Stoliczka's trident bat (Aselliscus stoliczkanus) is a species of bat in the family Hipposideridae. It is found in China, Laos, Malaysia, Myanmar, Thailand, and Vietnam.

==Taxonomy==
Stoliczka's trident bat was described as a new species in 1871 by George Edward Dobson. The holotype had been collected by Ferdinand Stoliczka on Penang Island, Malaysia. Dobson placed it in the genus Asellia, with a scientific name of Asellia stoliczkanus. In 1952, Colin Campbell Sanborn published a revision of the species, in which he considered multiple other names as synonymous, including Phyllorhina trifida and Triaenops wheeleri. Additionally, he revised its genus, moving it from Asellia to Aselliscus.

==Description==
Stoliczka's trident bat is a small bat with a head and body length of 40-50 mm, a forearm length of 39-44 mm, and a tail length of 30-40 mm.
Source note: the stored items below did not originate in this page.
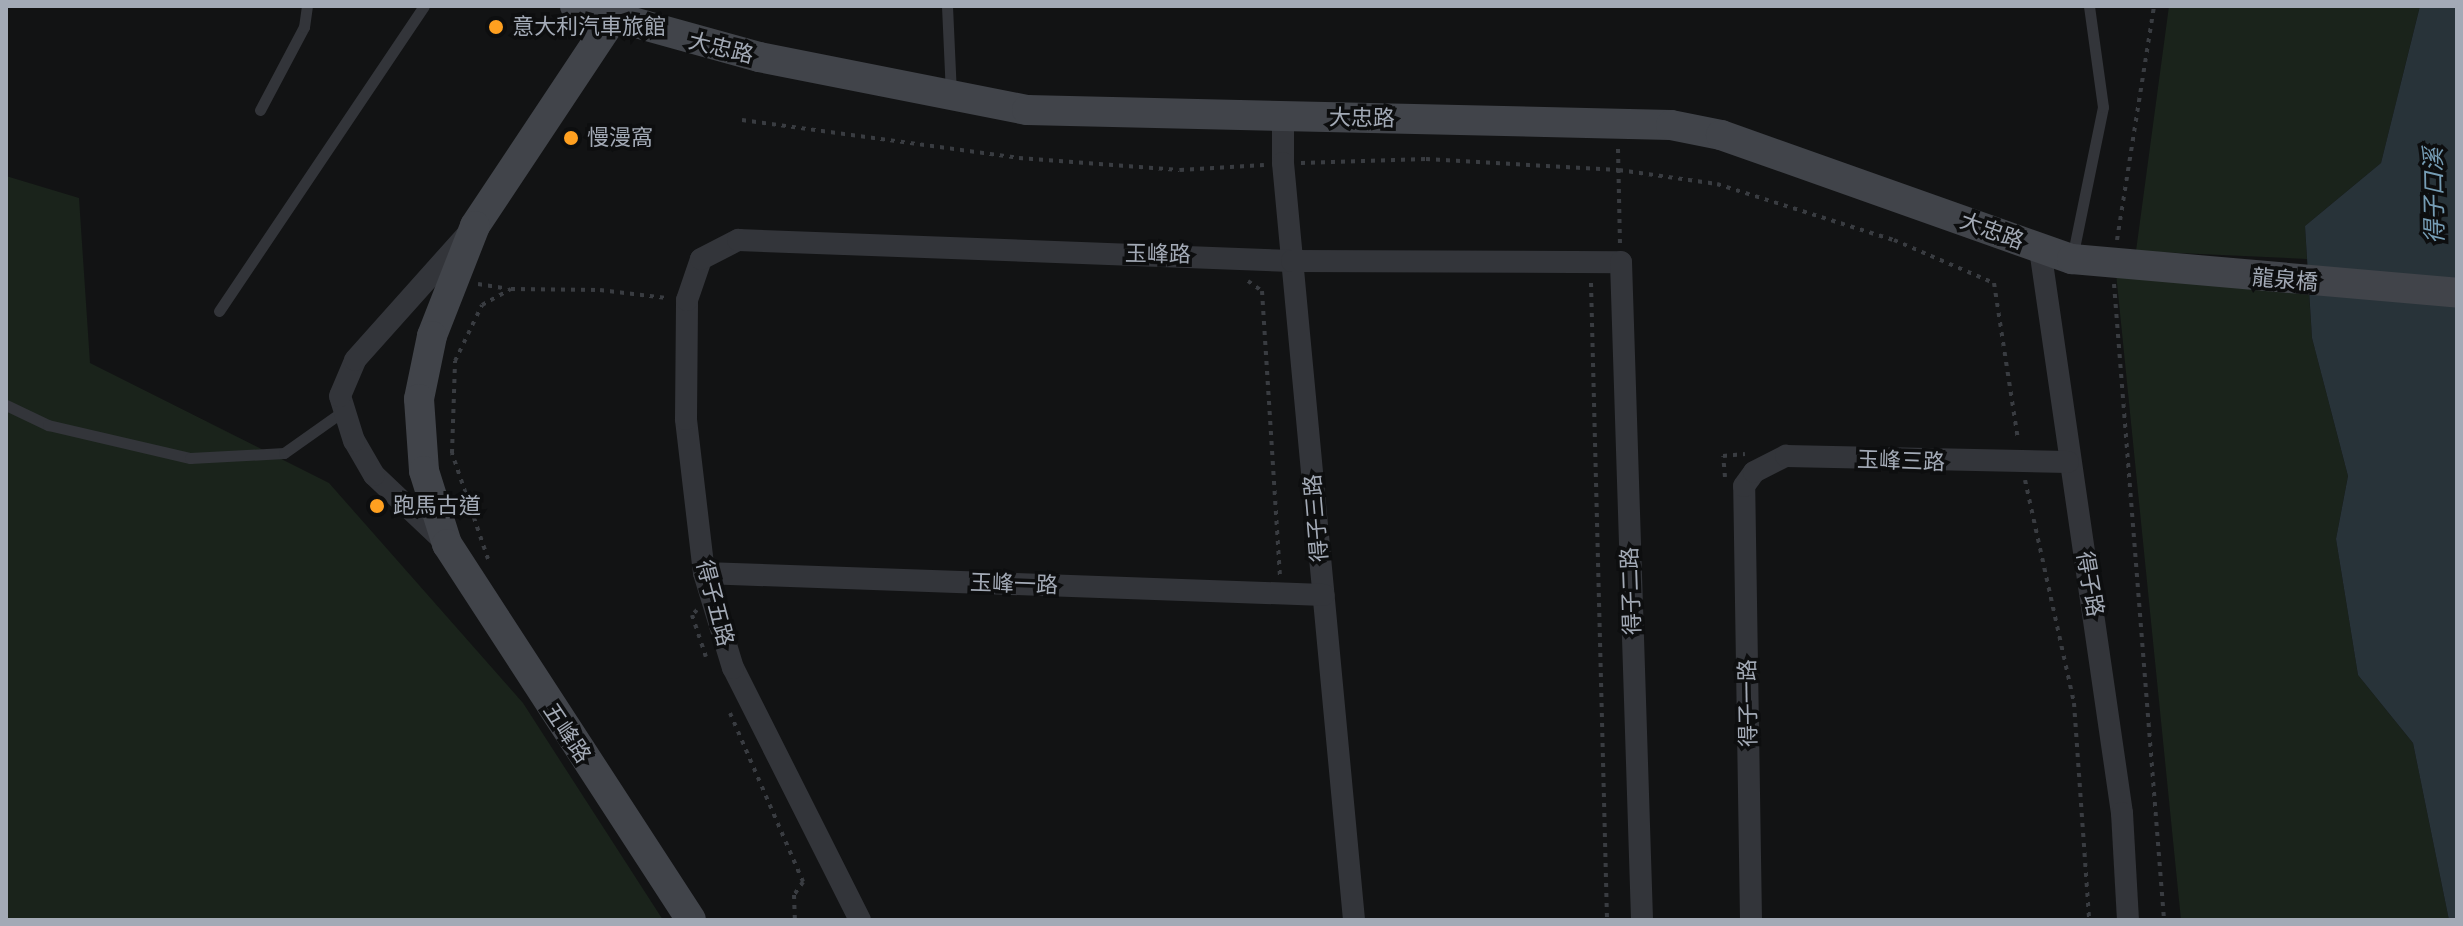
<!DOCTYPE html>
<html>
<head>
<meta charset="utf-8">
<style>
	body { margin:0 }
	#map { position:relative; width:2463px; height:926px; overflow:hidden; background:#121314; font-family:"PT Sans","Noto Sans TC",sans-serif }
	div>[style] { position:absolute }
	.green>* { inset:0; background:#1a231b }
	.water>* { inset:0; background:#283339 }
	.path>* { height:4px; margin-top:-2px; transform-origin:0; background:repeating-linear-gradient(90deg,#393c41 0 4px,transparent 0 10px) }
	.lane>* { height:11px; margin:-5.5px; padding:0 5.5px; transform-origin:5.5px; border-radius:5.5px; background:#33353a }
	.street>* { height:22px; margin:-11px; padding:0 11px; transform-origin:11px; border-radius:11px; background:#33353a }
	.secondary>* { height:30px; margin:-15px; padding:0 15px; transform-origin:15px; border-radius:15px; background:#41444a }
	.dots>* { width:22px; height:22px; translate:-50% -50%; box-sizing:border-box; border:4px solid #0d0e0f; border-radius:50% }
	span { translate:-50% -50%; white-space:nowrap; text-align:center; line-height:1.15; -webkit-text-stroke:7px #0d0e0f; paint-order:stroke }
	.poi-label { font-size:22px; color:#a3aab6 }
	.left { translate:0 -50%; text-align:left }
	.street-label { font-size:22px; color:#a3aab6 }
	.water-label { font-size:24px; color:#769db5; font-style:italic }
	.frame { position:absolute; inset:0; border:8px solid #a3aab6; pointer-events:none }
</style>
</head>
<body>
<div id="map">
	<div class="green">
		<div style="clip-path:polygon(2169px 6px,2420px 6px,2381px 163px,2305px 226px,2307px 259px,2136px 251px)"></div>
		<div style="clip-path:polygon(6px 176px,79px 198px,90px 363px,329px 483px,523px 703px,663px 920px,6px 920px)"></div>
		<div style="clip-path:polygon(2116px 273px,2309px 293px,2312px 338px,2348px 476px,2336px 539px,2358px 675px,2413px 743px,2449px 920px,2181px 920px)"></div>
	</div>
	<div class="water">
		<div style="clip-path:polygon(2420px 6px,2457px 6px,2457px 920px,2449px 920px,2413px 743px,2358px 675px,2336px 539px,2348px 476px,2312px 338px,2305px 226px,2381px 163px)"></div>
	</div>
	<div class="path">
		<div style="left:742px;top:120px;width:280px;rotate:7.8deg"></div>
		<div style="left:1019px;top:158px;width:161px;rotate:4.3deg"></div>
		<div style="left:1180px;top:170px;width:84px;rotate:-3.4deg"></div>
		<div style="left:1618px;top:149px;width:95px;rotate:88.8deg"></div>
		<div style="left:1301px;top:163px;width:125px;rotate:-1.8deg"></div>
		<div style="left:1426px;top:159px;width:193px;rotate:3.3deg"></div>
		<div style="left:1619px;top:170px;width:99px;rotate:8.1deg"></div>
		<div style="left:1717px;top:184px;width:186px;rotate:17.6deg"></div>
		<div style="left:1894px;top:240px;width:109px;rotate:23.3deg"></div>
		<div style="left:1994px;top:283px;width:159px;rotate:81.3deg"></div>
		<div style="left:2117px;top:240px;width:237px;rotate:-81deg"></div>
		<div style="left:1248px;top:281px;width:17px;rotate:36deg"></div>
		<div style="left:1262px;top:291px;width:286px;rotate:86.4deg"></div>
		<div style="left:1591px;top:283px;width:637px;rotate:88.56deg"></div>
		<div style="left:478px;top:284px;width:30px;rotate:9deg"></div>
		<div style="left:2114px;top:284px;width:638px;rotate:85.5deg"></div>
		<div style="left:1725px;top:477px;width:21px;rotate:-95deg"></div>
		<div style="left:1723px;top:456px;width:22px;rotate:-5deg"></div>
		<div style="left:2025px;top:480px;width:228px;rotate:77.6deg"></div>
		<div style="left:2074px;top:703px;width:218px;rotate:86deg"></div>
		<div style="left:488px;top:559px;width:112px;rotate:-108.8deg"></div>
		<div style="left:452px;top:453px;width:92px;rotate:-88.1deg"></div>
		<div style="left:455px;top:361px;width:62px;rotate:-64.3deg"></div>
		<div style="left:482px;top:305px;width:33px;rotate:-29deg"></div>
		<div style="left:511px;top:289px;width:89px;rotate:0.6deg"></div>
		<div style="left:600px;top:290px;width:67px;rotate:6.8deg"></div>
		<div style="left:697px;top:610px;width:7px;rotate:135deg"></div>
		<div style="left:692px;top:615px;width:44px;rotate:71.6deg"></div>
		<div style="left:730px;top:713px;width:184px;rotate:66.6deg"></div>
		<div style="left:803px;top:882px;width:16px;rotate:125deg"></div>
		<div style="left:794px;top:895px;width:25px;rotate:88deg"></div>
	</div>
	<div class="lane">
		<div style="left:947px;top:6px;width:87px;rotate:87.4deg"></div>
		<div style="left:260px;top:110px;width:94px;rotate:-62.1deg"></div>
		<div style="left:304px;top:27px;width:21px;rotate:-82deg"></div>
		<div style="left:2072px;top:258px;width:154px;rotate:-78.4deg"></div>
		<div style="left:2103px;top:107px;width:102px;rotate:-97.9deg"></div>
		<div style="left:219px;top:311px;width:367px;rotate:-56.1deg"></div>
		<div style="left:6px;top:405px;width:47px;rotate:25.5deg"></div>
		<div style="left:48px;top:425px;width:146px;rotate:13.1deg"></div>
		<div style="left:190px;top:458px;width:94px;rotate:-3deg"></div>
		<div style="left:284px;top:453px;width:71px;rotate:-35.3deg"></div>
	</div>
	<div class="street">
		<div style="left:1283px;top:117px;width:46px;rotate:90deg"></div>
		<div style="left:1283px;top:163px;width:760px;rotate:84.64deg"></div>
		<div style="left:2040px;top:249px;width:570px;rotate:81.73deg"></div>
		<div style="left:2122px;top:813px;width:107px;rotate:86.8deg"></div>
		<div style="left:447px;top:544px;width:100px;rotate:-136.6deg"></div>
		<div style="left:374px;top:475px;width:39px;rotate:-120deg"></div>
		<div style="left:354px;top:441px;width:47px;rotate:-107.3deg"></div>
		<div style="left:340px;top:396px;width:39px;rotate:-67deg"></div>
		<div style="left:355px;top:360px;width:166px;rotate:-48.2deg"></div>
		<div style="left:704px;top:573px;width:620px;rotate:2.03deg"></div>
		<div style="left:860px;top:920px;width:282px;rotate:-116.7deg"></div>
		<div style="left:733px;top:668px;width:99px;rotate:-107deg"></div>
		<div style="left:704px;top:573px;width:155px;rotate:-96.7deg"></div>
		<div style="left:686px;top:419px;width:119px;rotate:-89.5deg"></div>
		<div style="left:687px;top:300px;width:43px;rotate:-71.1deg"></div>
		<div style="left:701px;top:259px;width:42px;rotate:-27.2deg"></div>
		<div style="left:738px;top:240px;width:554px;rotate:2.17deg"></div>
		<div style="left:1292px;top:261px;width:329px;rotate:0.2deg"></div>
		<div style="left:1621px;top:262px;width:658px;rotate:88.17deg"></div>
		<div style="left:1751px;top:920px;width:434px;rotate:-90.9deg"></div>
		<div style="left:1744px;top:486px;width:17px;rotate:-54deg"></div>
		<div style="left:1754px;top:472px;width:36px;rotate:-27deg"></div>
		<div style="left:1786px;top:456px;width:282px;rotate:1.2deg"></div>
	</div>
	<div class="secondary">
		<div style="left:575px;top:6px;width:191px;rotate:15.5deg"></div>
		<div style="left:759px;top:57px;width:273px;rotate:11.2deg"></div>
		<div style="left:1027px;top:110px;width:644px;rotate:1.33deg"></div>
		<div style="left:1671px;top:125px;width:51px;rotate:11.3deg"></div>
		<div style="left:1721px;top:135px;width:372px;rotate:19.5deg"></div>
		<div style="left:2072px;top:259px;width:386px;rotate:5deg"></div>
		<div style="left:621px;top:6px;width:264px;rotate:123.6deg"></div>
		<div style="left:475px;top:226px;width:118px;rotate:111.4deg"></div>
		<div style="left:432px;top:336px;width:64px;rotate:101.7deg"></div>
		<div style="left:419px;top:399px;width:72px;rotate:86deg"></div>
		<div style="left:424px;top:471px;width:77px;rotate:72.5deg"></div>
		<div style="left:447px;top:544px;width:448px;rotate:57deg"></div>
	</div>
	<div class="dots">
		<div style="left:496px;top:27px;background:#ffa020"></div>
		<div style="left:571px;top:138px;background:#ffa020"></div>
		<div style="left:377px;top:506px;background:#ffa020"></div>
	</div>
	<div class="poi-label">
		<span class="left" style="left:512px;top:27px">意大利汽車旅館</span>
		<span class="left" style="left:587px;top:138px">慢漫窩</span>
		<span class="left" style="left:393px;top:506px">跑馬古道</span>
	</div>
	<div class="street-label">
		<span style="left:721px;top:48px;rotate:14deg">大忠路</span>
		<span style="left:1362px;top:118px;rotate:1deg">大忠路</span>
		<span style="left:1992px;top:231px;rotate:20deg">大忠路</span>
		<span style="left:1158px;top:254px;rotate:1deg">玉峰路</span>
		<span style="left:2285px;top:280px;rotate:5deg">龍泉橋</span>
		<span style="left:1901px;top:461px;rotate:2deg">玉峰三路</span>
		<span style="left:1316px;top:518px;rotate:-95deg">得子三路</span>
		<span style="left:1014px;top:584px;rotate:2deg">玉峰一路</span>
		<span style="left:2090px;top:584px;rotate:80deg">得子路</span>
		<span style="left:1631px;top:591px;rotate:-92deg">得子二路</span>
		<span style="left:715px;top:603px;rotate:75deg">得子五路</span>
		<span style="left:1748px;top:703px;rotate:-91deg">得子一路</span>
		<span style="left:567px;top:733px;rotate:56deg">五峰路</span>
	</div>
	<div class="water-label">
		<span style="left:2434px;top:196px;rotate:-91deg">得子口溪</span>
	</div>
	<div class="frame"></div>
</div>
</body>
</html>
The hairs on its back are bicolored, with the bases nearly white and the tips brown. The fur on the belly is paler in color. Its nose-leaf has three points on the upper edge, with two smaller leaflets on each side.

==Range and habitat==
Stoliczka's trident bat has a wide range in Asia, and can be found in China, Laos, Malaysia, Myanmar, Thailand, and Vietnam. It is found at a range of elevations from 20-2100 m above sea level. It is found in lowland subtropical and tropical forests.